Fino all’estremo ovest. Da Siviglia all’Algarve on the road
Se dovessi descrivere questo viaggio attribuendo una sola parola al luogo che ho visitato, sceglierei immensità. Sì, perché quando sei in piedi difronte all’oceano, non importa più cosa tu abbia alle spalle – se una città, una scogliera o una strada interminabile – no: ci sei tu e una creatura blu, mille volte blu, che accompagna il tuo sguardo così lontano da farti dimenticare dove ti trovi. L’Algarve è pura orizzontalità, una distesa senza confini di colori brillanti con sporadici spruzzi di bianco, da cui ogni tramonto sembra una vincita alla lotteria dello stupore.
Tra stanchi villaggi di pescatori e vivaci cittadine costiere, si dispiega una storia dal fascino misterioso che ben si ravvisa nei volti e nei modi del popolo portoghese: schivo, guardingo e fiero. La generosità di questa regione, di paesaggi mozzafiato (e lo scrivo letteralmente, perché ci si guadagna lo spettacolo muovendosi tanto), pesce squisito, storia (da quella geologica a quella antropica) e di spazio, non ha termini di paragone. Qui l’immensità diventa maniera di stare al mondo e di costruirlo.
Atterrati a Siviglia, dove abbiamo trascorso la prima e l’ultima notte, il mio compagno ed io abbiamo viaggiato per otto giorni on the road, esplorando la costa portoghese in lungo e in largo. Si è trattato di un itinerario a doppio binario, rivolto alla scoperta delle spiagge più particolari da un lato e, dall’altro, dei centri abitati più caratteristici (con i ristoranti dalla migliore reputazione)!
Un salto a Siviglia
La città-simbolo della corrida, con la sua famosissima Plaza de Toros (tra i siti da visitare), è stata una sorpresa. A parte tutte le considerazioni da turista, riconducibili in sintesi ad un unico e sentitissimo wow, mi sento di sottolineare la sostanziale vivibilità del capoluogo andaluso: luoghi pubblici curati, mobilità verde organizzata e generale costo della vita accessibile sono solo alcune delle caratteristiche che incidono positivamente sul primo impatto di Siviglia.
Detto questo, è poi sicuramente l’intreccio tra storia e contemporaneità a determinare quella suggestiva scenografia in divenire che è la città e che ti cattura, senza esitazioni, tra le sue facciate dense di dettagli minuziosi e le viuzze tortuose che vanno e vengono dalle piazze alberate, brulicanti di bar e ristoranti.

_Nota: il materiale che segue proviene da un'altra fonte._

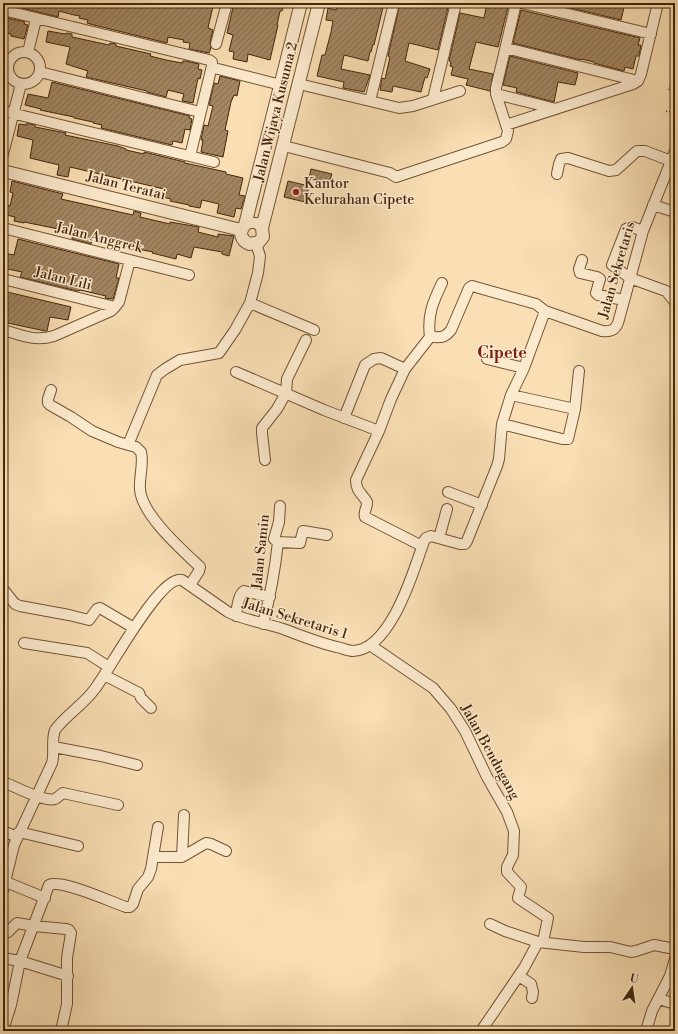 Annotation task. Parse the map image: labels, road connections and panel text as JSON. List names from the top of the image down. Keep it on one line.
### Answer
{"streets":{"street":["Jalan Wijaya Kusuma 2","Jalan Teratai","Jalan Anggrek","Jalan Sekretaris","Jalan Lili","Jalan Samin","Jalan Sekretaris 1","Jalan Bendugang"]},"crossings":[["Jalan Wijaya Kusuma 2","Jalan Teratai"],["Jalan Samin","Jalan Sekretaris 1"],["Jalan Sekretaris 1","Jalan Bendugang"]],"districts":["Cipete"],"places":["Kantor Kelurahan Cipete"],"north":"top"}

Per una visita come la mia, durata in totale un giorno e mezzo, i consigli migliori che posso dare sono tre. Primo tra tutti: lasciare a casa la pigrizia. Scarpe comode ai piedi, bisogna preventivare di camminare tanto e dormire poco, per avere modo di godersi un po’ della vivace vita notturna e, ovviamente, visitare almeno la Cattedrale e Plaza de España con la necessaria calma; perdersi nei vicoli del Casco Antiguo; concedersi una passeggiata sul lungofiume del Guadalquivir, magari al tramonto dopo una breve sosta davanti alla Torre del Oro.
Secondo consiglio: non fermarsi al prosciutto! Il jamón spagnolo è famoso in tutto il mondo e Siviglia certo non tradisce la reputazione di questa prelibatezza, ma il pesce fritto merita sicuramente un posto nella complessiva esperienza culinaria, così come la presa ibérica (taglio di maiale) e il solomillo di vaca (filetto di manzo) – sia in forma di tapas, il tipico antipasto spagnolo, che di piatto vero e proprio. Per una cena memorabile, segnalo El Rinconcillo (stupenda la location storica e fenomenale la cucina).
Ultimo suggerimento: ritagliarsi un paio d’ore per assistere ad uno spettacolo di flamenco. Ovunque vi troviate, cercate un locale in cui poterlo vedere. Solitamente gli orari sono due (intorno alle 19.00 e intorno alle 22.00) ed è possibile organizzarsi in modo da far coincidere questa sosta dalla serrata tabella di marcia con il momento dell’aperitivo o della cena.
L’Algarve
Lasciarsi l’Andalusia alle spalle, viaggiando verso il sud del Portogallo, necessita un vero e proprio cambio di prospettiva: si va incontro all’oceano Atlantico, che resterà al tuo fianco per tutto il tempo, con la sua presenza ingombrante e potente. La città diventa altro, diventa un porto: un fitto agglomerato di case bianche e minute, ben proporzionate, strette in un abbraccio sagomato intorno alla baia; si confonde con il proprio accesso all’oceano e, in tal senso, diventa praia, cosicché ogni centro abitato ha una spiaggia da visitare e viceversa.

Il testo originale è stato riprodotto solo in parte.